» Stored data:

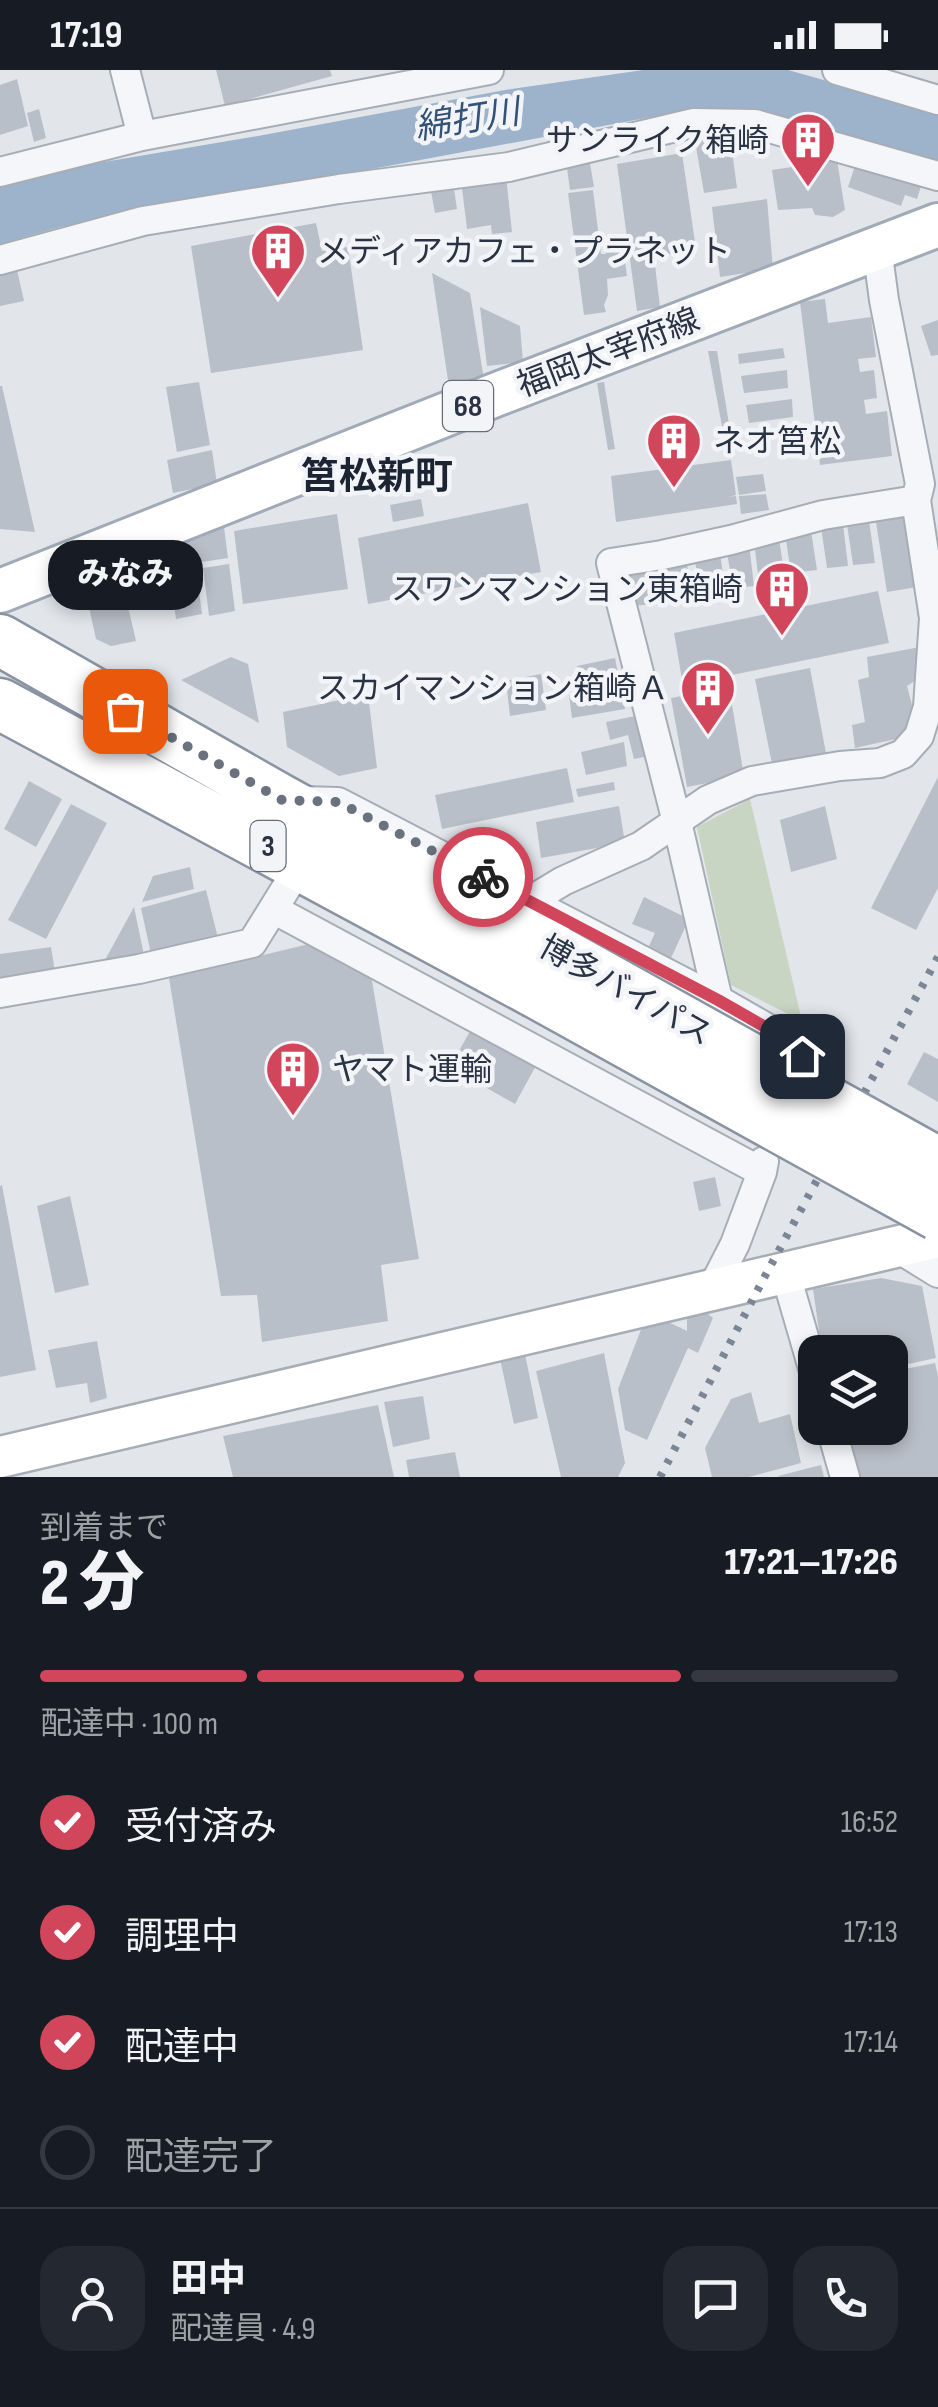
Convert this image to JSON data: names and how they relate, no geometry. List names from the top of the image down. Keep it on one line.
{"streets":{"highway":["3","博多バイパス"],"main road":["福岡太宰府線","68"]},"districts":["筥松新町"],"water":["綿打川"],"places":{"building":["サンライク箱崎","メディアカフェ・プラネット","ネオ筥松","スワンマンション東箱崎","スカイマンション箱崎Ａ","ヤマト運輸"],"other":["みなみ"]},"page":{"status":"17:19","bubble":"みなみ","heading":["2 分","到着まで","17:21–17:26"],"panel":["田中","配達員 · 4.9"],"bar":"配達中 · 100 m","list":[["受付済み","16:52"],["調理中","17:13"],["配達中","17:14"],"配達完了"]}}
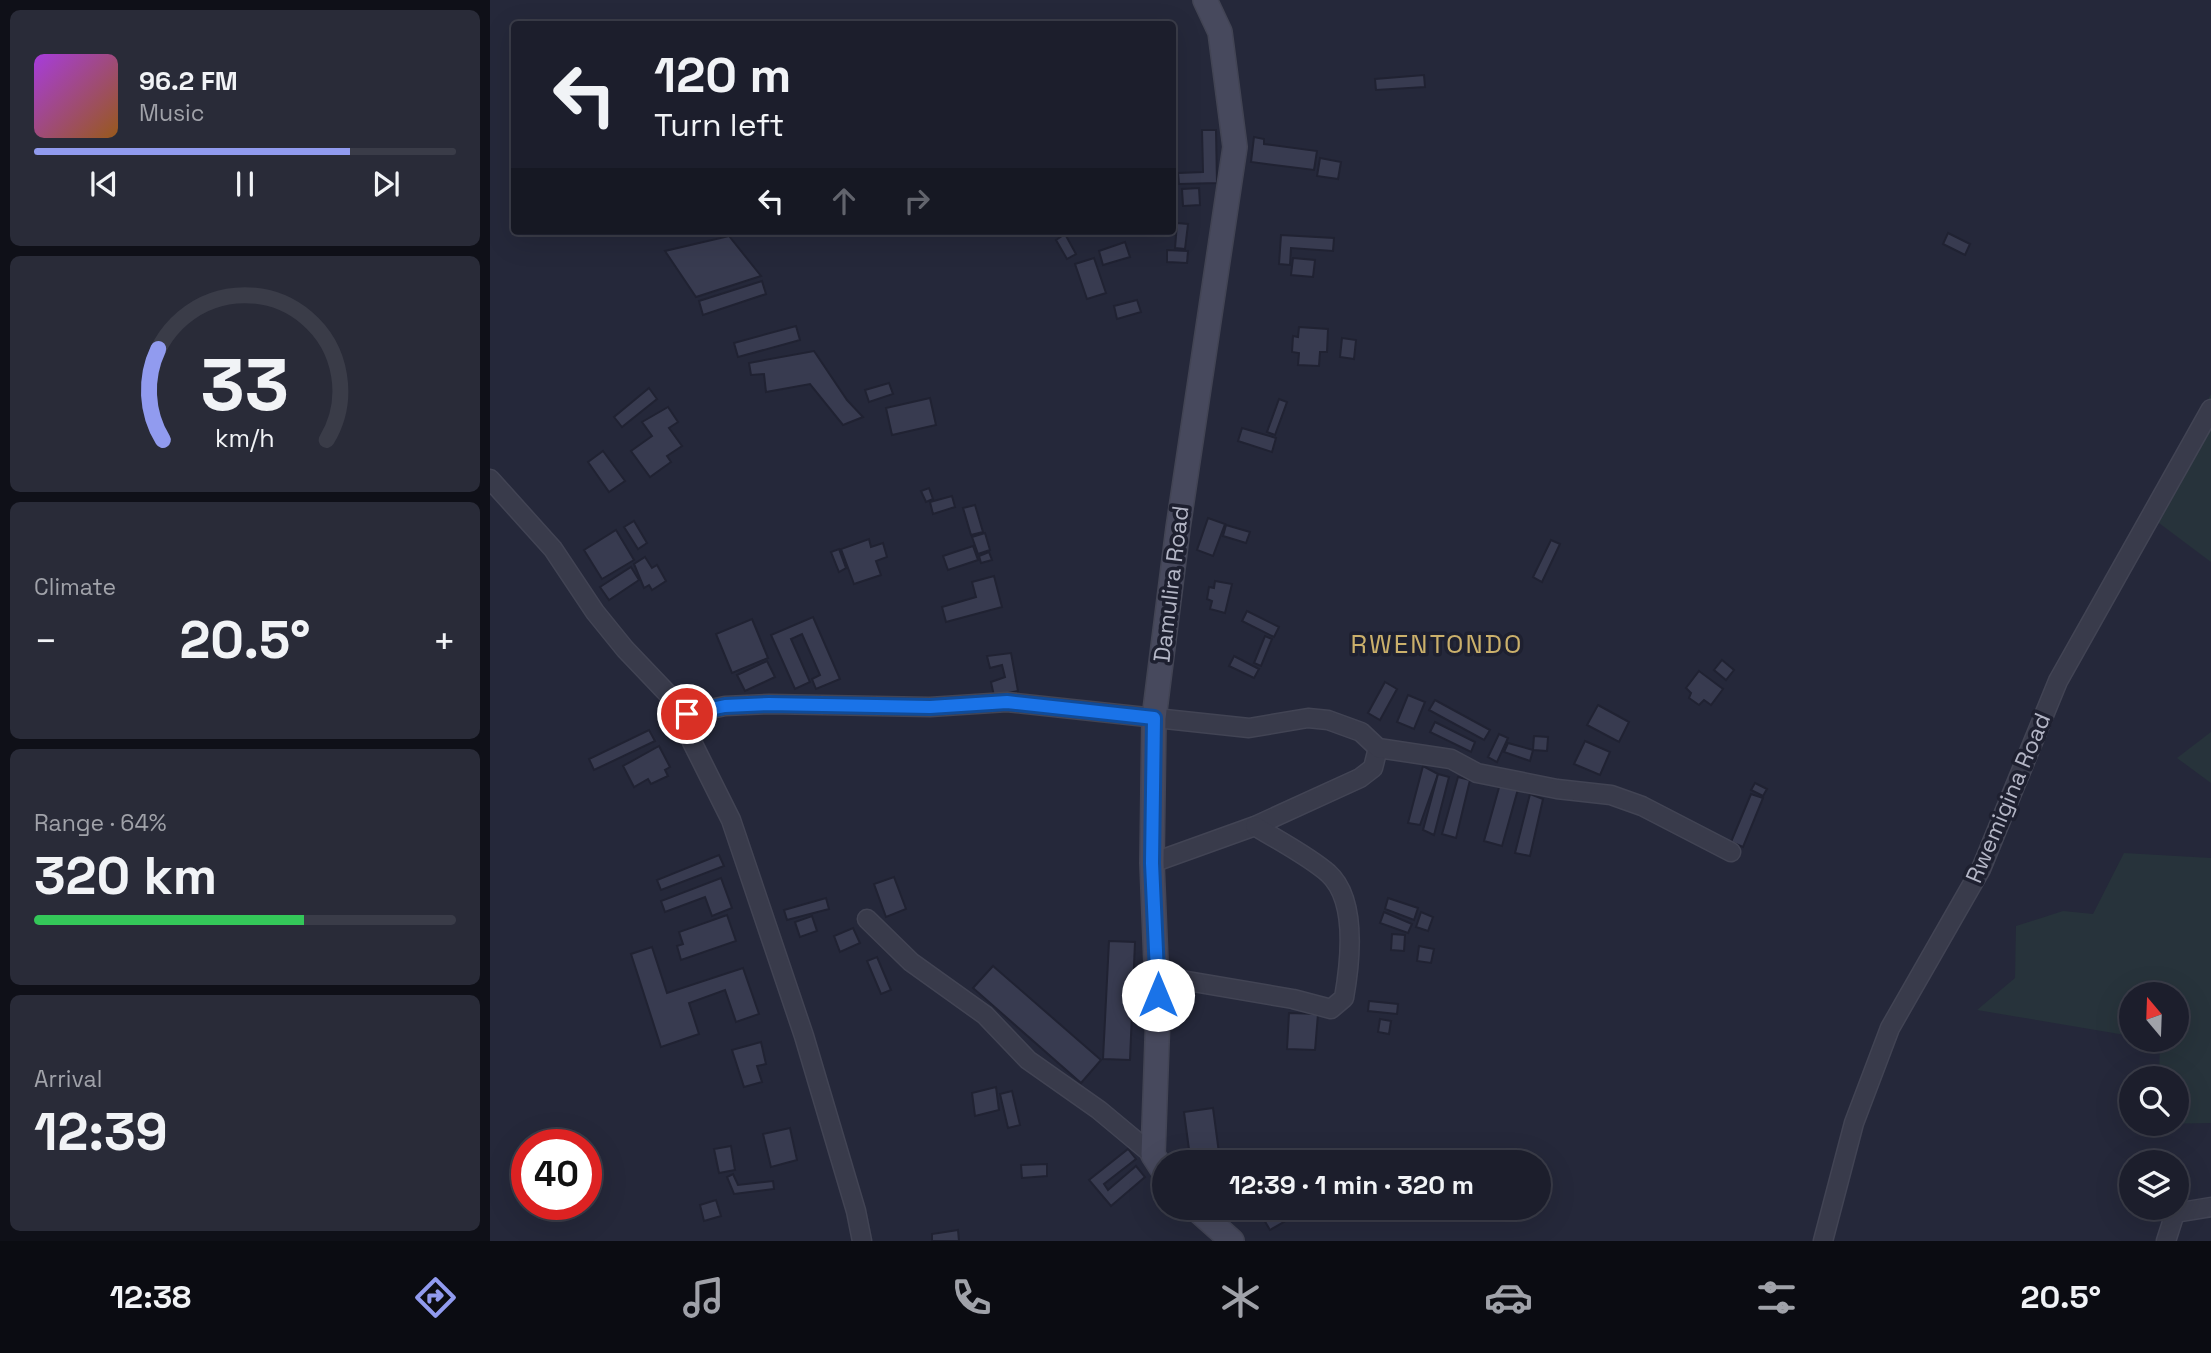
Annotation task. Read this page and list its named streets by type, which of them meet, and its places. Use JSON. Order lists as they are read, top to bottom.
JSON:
{
  "streets": {
    "street": ["Damulira Road", "Rwemigina Road"]
  },
  "districts": ["RWENTONDO"],
  "north": "top",
  "page": {
    "turn": ["120 m", "Turn left"],
    "song": ["96.2 FM", "Music"],
    "tile": [
      "Climate",
      ["Range · 64%", "320 km"],
      ["Arrival", "12:39"]
    ],
    "heat": ["−", "20.5°", "+"],
    "limit": "40",
    "trip": "12:39 · 1 min · 320 m",
    "tabs": ["12:38", "20.5°"],
    "gauge": ["33", "km/h"]
  }
}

» How to complete this task: Starting at the line that contains "Annotation task. Read", write out every line through the last one in the data above, exactly as it stands.

» Output of the task:
Annotation task. Read this page and list its named streets by type, which of them meet, and its places. Use JSON. Order lists as they are read, top to bottom.
JSON:
{
  "streets": {
    "street": ["Damulira Road", "Rwemigina Road"]
  },
  "districts": ["RWENTONDO"],
  "north": "top",
  "page": {
    "turn": ["120 m", "Turn left"],
    "song": ["96.2 FM", "Music"],
    "tile": [
      "Climate",
      ["Range · 64%", "320 km"],
      ["Arrival", "12:39"]
    ],
    "heat": ["−", "20.5°", "+"],
    "limit": "40",
    "trip": "12:39 · 1 min · 320 m",
    "tabs": ["12:38", "20.5°"],
    "gauge": ["33", "km/h"]
  }
}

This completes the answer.